▶ [Task statement]
Copy out each line of the listing below where the string "they" appears.

BEGIN Raw data

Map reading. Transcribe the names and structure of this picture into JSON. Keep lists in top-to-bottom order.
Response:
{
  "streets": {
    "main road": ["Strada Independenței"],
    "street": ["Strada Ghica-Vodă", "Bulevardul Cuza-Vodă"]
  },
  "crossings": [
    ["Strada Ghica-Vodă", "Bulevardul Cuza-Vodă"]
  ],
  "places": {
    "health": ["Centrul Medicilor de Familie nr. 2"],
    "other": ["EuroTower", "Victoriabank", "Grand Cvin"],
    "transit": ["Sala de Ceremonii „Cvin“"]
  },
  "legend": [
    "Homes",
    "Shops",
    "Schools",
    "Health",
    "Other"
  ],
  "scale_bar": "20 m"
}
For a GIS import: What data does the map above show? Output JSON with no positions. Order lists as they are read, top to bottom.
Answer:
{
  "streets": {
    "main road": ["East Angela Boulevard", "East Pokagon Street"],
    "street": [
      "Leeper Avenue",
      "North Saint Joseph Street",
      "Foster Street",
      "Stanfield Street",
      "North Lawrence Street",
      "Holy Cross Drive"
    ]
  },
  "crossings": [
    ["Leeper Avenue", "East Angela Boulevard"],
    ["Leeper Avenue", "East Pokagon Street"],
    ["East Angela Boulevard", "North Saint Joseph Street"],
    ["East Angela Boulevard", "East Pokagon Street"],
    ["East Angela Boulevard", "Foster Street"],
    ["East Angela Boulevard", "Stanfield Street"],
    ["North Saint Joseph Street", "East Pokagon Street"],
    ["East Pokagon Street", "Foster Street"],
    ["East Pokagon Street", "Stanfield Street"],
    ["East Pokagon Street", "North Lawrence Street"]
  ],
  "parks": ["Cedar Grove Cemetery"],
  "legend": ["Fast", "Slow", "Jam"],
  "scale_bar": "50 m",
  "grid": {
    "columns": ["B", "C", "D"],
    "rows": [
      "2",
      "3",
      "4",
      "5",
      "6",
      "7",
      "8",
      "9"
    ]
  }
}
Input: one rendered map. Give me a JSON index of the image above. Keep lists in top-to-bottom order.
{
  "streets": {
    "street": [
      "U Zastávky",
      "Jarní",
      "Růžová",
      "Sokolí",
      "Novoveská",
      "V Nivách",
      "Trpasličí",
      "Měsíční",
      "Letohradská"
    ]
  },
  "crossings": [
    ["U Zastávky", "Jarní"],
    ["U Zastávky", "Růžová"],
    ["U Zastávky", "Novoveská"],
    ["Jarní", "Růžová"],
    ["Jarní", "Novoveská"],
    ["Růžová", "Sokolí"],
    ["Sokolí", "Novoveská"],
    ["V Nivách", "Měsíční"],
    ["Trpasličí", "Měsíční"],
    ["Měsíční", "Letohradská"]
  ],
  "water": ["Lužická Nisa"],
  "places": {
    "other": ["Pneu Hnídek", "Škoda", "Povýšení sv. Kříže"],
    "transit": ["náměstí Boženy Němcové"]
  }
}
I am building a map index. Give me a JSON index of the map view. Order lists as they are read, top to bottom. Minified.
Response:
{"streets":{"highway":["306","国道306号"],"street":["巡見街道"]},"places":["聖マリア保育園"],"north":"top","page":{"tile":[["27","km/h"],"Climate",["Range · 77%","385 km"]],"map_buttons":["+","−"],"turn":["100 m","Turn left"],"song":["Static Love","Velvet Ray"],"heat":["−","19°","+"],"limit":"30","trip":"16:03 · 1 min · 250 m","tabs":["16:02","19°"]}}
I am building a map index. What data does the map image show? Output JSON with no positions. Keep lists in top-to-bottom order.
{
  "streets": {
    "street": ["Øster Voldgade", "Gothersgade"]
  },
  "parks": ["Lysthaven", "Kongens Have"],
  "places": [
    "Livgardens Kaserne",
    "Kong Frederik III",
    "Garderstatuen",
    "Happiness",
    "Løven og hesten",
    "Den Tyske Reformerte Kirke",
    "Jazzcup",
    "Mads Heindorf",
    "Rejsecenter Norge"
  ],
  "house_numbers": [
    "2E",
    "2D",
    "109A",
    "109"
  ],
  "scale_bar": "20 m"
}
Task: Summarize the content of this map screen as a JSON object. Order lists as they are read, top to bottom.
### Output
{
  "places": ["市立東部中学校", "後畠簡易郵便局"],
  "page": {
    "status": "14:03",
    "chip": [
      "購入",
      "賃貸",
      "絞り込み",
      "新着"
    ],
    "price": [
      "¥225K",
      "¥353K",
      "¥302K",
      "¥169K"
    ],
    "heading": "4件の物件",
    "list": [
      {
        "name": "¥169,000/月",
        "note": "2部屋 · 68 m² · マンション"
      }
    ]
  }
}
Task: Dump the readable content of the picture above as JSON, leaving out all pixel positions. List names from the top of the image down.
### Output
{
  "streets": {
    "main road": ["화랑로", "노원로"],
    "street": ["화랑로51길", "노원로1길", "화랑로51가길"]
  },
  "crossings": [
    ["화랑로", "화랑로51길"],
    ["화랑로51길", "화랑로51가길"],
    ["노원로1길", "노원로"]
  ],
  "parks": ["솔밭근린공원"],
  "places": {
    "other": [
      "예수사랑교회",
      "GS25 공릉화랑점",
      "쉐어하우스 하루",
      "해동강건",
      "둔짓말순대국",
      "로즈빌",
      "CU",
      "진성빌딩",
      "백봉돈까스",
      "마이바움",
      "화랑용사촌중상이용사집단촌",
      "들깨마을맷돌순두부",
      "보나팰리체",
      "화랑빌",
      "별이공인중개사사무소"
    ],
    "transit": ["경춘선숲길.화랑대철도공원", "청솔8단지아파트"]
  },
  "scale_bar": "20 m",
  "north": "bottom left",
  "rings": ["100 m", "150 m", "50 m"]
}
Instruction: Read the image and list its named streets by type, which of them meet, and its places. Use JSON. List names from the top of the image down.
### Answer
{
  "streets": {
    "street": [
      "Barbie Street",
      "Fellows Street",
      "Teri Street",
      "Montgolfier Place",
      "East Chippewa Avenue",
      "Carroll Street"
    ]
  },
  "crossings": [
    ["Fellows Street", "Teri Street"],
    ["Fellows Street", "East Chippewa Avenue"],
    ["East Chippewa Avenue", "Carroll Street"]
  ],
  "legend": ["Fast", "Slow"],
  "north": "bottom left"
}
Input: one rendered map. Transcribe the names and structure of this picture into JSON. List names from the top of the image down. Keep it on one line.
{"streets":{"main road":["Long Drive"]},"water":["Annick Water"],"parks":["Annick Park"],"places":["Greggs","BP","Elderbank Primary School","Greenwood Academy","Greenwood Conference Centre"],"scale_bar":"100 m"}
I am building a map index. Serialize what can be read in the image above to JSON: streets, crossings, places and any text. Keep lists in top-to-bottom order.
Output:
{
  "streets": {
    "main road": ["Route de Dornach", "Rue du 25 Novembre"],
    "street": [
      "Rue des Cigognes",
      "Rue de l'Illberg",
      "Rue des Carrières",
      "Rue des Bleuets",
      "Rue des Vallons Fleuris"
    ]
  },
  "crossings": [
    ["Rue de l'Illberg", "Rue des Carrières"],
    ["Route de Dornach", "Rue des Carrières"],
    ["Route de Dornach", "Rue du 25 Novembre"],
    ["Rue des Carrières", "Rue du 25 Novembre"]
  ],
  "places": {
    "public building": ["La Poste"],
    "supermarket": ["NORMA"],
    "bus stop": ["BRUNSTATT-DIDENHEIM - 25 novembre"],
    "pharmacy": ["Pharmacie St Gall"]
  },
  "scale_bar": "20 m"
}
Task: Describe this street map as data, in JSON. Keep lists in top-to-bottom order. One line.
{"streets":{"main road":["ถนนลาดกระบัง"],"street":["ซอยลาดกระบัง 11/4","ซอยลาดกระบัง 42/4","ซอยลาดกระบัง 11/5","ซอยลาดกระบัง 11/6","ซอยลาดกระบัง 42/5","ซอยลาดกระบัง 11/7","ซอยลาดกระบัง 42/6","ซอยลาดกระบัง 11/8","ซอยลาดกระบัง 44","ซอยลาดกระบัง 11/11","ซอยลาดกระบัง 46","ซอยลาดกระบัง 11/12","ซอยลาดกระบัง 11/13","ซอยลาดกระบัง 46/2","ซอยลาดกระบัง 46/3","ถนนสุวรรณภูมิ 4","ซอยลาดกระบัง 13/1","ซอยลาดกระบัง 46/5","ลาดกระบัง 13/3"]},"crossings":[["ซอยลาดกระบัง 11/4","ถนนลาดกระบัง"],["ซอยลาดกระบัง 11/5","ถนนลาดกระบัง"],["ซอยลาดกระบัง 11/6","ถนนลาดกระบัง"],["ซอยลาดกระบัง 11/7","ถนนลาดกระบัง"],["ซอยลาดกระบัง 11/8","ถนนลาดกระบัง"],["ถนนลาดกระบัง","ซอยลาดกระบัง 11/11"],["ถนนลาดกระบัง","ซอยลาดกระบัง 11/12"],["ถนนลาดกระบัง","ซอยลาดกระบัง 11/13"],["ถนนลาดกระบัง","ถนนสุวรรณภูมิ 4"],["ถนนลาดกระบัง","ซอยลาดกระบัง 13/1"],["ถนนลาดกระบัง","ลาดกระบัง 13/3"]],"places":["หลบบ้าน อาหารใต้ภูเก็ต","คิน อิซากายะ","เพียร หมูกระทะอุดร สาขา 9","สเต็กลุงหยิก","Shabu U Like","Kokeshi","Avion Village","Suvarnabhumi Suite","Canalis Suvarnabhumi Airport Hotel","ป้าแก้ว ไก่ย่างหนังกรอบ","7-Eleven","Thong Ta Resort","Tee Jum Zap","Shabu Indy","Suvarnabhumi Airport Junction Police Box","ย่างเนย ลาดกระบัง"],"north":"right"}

END Raw data

▶ [Answer section]
For a GIS import: What data does the map above show? Output JSON with no positions. Order lists as they are read, top to bottom.
I am building a map index. Give me a JSON index of the map view. Order lists as they are read, top to bottom. Minified.
Task: Summarize the content of this map screen as a JSON object. Order lists as they are read, top to bottom.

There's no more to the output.